В оконце памяти моей
еще звенит он, как побудка.
Вот так и ты, forgetmigei,
моя большая незабудка.
А так — какой мне интерес
А так – какой мне интерес,
топорщась и топырясь?
На! Как арбуз меня – на взрез,
а хочешь – и на вырез.
Бери скорее алый кус,
не бойся подавиться!
Пусть на тебе я зарекусь
отныне зреть и злиться.
Ну а сама ты – на отрез,
навыверт и навылет.
Тебе, свались оно с небес,
и счастье опостылит.
В обузу буду?
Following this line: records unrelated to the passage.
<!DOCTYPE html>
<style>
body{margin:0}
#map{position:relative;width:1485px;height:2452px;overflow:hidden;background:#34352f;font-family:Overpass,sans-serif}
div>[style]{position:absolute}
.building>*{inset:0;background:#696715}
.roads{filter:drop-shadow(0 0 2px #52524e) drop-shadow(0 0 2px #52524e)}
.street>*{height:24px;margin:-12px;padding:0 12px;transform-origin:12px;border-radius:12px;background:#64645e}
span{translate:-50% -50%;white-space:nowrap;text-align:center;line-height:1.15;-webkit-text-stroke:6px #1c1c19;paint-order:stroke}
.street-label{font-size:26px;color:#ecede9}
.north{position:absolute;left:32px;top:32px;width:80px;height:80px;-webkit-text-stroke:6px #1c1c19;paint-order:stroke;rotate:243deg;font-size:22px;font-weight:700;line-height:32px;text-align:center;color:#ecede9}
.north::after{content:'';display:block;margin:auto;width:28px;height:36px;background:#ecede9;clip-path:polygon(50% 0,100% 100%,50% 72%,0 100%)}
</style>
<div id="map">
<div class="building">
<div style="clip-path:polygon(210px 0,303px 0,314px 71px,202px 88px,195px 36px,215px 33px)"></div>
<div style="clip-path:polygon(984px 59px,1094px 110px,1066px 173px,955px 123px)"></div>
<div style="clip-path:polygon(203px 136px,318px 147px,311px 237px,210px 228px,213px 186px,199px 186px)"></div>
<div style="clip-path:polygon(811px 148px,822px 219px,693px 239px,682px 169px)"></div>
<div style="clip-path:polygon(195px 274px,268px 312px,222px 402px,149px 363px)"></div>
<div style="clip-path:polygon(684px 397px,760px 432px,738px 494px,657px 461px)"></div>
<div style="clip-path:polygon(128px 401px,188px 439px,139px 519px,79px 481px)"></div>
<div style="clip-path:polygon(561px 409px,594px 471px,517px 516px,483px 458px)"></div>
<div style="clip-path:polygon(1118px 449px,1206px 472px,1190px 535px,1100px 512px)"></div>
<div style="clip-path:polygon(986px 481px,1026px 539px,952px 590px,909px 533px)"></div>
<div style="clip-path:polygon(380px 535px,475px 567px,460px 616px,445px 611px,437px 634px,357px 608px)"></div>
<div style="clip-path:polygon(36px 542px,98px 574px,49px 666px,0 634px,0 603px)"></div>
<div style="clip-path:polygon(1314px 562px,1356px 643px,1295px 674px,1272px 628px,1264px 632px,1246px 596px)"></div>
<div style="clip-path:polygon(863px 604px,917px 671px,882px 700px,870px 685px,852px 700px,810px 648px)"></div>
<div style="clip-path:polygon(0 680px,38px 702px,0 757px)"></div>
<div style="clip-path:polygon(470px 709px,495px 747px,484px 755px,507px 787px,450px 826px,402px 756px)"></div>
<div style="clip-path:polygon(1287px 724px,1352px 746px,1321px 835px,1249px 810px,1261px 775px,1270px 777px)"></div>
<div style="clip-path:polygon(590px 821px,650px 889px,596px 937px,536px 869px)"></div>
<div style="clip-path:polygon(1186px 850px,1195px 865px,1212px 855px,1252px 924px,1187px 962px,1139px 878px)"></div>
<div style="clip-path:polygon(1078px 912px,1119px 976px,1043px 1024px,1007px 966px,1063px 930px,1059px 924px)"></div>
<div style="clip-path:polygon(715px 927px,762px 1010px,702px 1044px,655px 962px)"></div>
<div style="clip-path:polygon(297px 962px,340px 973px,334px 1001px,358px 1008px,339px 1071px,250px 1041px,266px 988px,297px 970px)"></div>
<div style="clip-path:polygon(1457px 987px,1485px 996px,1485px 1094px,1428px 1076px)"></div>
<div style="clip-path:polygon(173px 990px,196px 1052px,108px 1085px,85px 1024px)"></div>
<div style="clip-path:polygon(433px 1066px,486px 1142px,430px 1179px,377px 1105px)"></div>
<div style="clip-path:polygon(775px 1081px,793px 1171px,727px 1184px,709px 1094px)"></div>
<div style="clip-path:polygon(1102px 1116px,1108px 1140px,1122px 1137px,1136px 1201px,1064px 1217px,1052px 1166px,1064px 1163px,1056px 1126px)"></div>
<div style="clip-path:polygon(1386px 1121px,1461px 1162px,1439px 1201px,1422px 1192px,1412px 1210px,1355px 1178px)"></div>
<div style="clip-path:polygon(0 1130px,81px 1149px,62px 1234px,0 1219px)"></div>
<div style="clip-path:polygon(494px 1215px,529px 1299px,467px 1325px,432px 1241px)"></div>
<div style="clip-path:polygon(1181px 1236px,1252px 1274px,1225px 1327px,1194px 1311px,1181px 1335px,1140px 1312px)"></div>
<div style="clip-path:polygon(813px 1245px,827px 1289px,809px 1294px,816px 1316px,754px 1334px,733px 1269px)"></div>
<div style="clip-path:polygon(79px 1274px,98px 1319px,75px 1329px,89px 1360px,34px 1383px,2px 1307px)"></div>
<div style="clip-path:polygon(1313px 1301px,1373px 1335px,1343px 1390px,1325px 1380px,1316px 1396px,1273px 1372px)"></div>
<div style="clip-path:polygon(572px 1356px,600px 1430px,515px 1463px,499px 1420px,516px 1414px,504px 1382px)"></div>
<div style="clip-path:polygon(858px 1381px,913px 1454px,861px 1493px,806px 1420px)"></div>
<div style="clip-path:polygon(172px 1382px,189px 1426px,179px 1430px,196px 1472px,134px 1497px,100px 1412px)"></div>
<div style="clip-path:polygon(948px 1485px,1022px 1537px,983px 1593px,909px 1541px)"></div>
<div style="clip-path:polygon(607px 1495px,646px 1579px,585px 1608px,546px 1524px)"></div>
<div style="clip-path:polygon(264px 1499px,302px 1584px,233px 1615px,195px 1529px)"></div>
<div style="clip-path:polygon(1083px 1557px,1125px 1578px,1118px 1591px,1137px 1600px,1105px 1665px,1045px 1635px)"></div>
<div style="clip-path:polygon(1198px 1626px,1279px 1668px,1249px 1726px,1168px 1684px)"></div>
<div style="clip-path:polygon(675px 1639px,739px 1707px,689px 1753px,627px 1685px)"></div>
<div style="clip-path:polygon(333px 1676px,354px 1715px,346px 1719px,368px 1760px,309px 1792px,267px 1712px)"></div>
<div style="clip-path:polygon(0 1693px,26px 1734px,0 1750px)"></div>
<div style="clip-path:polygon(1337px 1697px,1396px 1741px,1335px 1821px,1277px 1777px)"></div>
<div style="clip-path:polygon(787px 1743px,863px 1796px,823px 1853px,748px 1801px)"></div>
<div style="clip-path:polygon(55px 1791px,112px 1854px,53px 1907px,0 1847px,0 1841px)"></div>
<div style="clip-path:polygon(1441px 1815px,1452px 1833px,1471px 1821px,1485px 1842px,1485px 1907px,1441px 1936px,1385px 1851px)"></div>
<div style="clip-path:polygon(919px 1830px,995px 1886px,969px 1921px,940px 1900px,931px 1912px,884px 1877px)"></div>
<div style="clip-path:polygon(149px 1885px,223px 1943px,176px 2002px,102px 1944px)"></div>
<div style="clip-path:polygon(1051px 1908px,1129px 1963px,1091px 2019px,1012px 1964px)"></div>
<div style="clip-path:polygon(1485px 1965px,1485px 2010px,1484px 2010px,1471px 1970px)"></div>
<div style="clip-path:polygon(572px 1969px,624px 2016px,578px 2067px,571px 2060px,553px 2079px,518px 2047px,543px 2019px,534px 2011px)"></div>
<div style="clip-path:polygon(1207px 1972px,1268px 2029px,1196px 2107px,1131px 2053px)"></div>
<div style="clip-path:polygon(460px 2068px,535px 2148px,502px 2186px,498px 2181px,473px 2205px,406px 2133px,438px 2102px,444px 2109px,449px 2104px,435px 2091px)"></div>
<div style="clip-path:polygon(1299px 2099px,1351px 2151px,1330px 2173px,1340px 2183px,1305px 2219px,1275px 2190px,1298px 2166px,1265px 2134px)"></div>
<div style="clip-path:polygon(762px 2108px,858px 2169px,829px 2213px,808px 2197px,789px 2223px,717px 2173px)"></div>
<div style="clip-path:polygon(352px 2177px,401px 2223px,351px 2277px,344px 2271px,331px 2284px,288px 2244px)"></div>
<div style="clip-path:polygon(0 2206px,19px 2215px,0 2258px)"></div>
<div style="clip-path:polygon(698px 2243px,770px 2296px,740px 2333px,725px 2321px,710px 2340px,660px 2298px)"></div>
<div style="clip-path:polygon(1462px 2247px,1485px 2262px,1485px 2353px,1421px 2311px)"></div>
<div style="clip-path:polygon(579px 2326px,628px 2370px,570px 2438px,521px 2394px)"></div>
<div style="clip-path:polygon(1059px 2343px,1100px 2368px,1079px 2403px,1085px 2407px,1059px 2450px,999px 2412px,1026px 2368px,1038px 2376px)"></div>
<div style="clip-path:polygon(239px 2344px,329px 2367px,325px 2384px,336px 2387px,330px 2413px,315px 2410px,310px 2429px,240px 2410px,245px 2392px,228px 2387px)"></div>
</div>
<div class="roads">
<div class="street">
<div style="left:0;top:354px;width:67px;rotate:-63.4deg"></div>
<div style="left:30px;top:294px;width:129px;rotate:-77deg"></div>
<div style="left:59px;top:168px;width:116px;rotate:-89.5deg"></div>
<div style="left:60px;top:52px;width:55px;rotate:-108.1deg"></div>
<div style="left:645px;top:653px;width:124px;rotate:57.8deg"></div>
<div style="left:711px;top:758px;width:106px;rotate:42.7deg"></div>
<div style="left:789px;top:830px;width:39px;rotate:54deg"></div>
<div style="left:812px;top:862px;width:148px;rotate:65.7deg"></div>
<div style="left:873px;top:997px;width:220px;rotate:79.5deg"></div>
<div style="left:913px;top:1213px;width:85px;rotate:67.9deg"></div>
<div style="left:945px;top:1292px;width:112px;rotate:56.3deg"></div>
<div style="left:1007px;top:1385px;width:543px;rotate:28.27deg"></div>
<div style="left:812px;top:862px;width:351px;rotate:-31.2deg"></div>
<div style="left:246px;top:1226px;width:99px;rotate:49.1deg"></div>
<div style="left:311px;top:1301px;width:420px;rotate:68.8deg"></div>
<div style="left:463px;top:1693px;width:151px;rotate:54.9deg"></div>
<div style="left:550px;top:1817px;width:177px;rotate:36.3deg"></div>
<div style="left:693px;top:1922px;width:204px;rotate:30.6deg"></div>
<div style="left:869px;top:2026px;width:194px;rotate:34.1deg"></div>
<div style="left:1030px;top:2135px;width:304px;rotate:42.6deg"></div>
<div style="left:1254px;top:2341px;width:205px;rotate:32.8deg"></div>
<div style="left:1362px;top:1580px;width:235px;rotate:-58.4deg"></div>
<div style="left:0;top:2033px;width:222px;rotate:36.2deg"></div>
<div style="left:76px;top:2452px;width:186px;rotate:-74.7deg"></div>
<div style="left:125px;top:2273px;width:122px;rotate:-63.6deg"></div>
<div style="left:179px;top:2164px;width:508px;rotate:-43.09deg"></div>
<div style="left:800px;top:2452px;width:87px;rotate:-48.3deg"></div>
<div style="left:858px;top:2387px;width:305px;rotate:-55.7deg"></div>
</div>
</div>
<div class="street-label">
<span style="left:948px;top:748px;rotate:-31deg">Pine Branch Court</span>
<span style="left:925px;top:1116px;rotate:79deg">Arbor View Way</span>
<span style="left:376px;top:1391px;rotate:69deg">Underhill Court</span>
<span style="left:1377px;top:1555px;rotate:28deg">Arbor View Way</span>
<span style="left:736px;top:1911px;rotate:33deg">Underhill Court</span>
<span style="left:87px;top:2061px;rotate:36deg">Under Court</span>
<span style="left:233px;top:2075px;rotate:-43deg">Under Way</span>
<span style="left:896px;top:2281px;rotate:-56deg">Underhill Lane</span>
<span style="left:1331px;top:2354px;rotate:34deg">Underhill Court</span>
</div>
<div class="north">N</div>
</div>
Обойдусь!
Сойдет и без арбуза.
И с плеч долой, как грустный груз,
на то ведь ты и Муза.
Я сетую
Я сетую, что ни над чем не плачу
и что с души себя же ворочу,
что раскурочу или раскулачу
нутробу, как положено врачу,
но не заною и не зарычу
(до рыка ли мне, старому хрычу!).
Не для того ли спорота нутроба,
чтобы останки выломать из гроба
и снова (в гроб иной) их уложить,
дабы хоть как-то можно было жить?
И, как на тыне, виснут на притине
и преспокойно сохнут черева.
По мне, как в белом грунте на картине,
натыканы вразбивку дерева.
Как черные плоды, висят на них потери.
В сон, как в мешок, насованы тетери.
Обуглены тетерева.
Что делать с этим липким зимним грунтом,
не знает сумрак, медленный как ум.
И не желают стать осинки фрунтом.
И вот какой из зим – с походным фунтом –
бараний сыплется изюм!
Но я еще, ей-ей, как звери, молод
(изюм еще, глядишь, пойдет на орот),
пусть измолочен я и перемолот
и даже плюнут и растерт!
Я сетую: попал я в тонки сети,
навешали мне давленых собак.
И я в себе порой – как в том кисете,
откуда вытрясли табак,
как бы остатки дела на цигарку.
Судьбу-цыганку что же мне журить?
Что наклоняться к грешному огарку,
когда и сам даю я прикурить?
А мой отстой – какая желчь и горечь!
И смех, и грех, и соль – всё вместе тут.
И день идет, как Слава Миловзорич,
учиться в холодильный институт.
Да ведают великие потомки
о том, что первородные права
лежат, как в богоданной анатомке
разглаженные глазом черева.
Творец подслеповатый был горшечник,
из жизни не сумел устроить блат,
и лямка тянется вдоль рек и блат,
как путешествие длиной с кишечник.
Нет, стен не хватит для моей башки
во храме Богородицы-Природы,
где гирьками стоят богиньки и божки,
а рядом бузиной рыгают огороды,
и в Киеве рыдает дядька спьяну,
а явь подобна вечному изъяну,
и остается мне вкруг жизни на вершки
наматывать загаженные годы,
как вываленные кишки.
Я пожил на смотринах и на смотрах,
умножил зрение – и окосел! –
на торге Божием я во всё око сел
с нутробой, легшей рядом во весь потрох.
Я издали завидую монаху
и даже славлю иноческий чин,
ну, а вплотную посылаю на х..
и дурочку валяю без причин,
как девочку, не ставшую девахой,
и всё во мне растыкано, я тын,
последний тын с разбитыми горшками –
о глиняные черепа! –
и с вымотанными кишками…
К нему не зарастет народная тропа.
Танцевальная сюита
1. Прелюдия
Чадит заря, как жирная жаровня,
мясисто-липки вещи поутру.
И кажется – ты мне по крови ровня,
а может быть, и по нутру.
Подул рассвет старинный, крылья вертит
у мельницы безбожно-ветряной,
и имя, словно циркулями, чертит
окружность ночи нутряной.
Окружность превращается в окрестность,
окрестность вдруг идет, как голова.
Противна трезвость, как противна пресность.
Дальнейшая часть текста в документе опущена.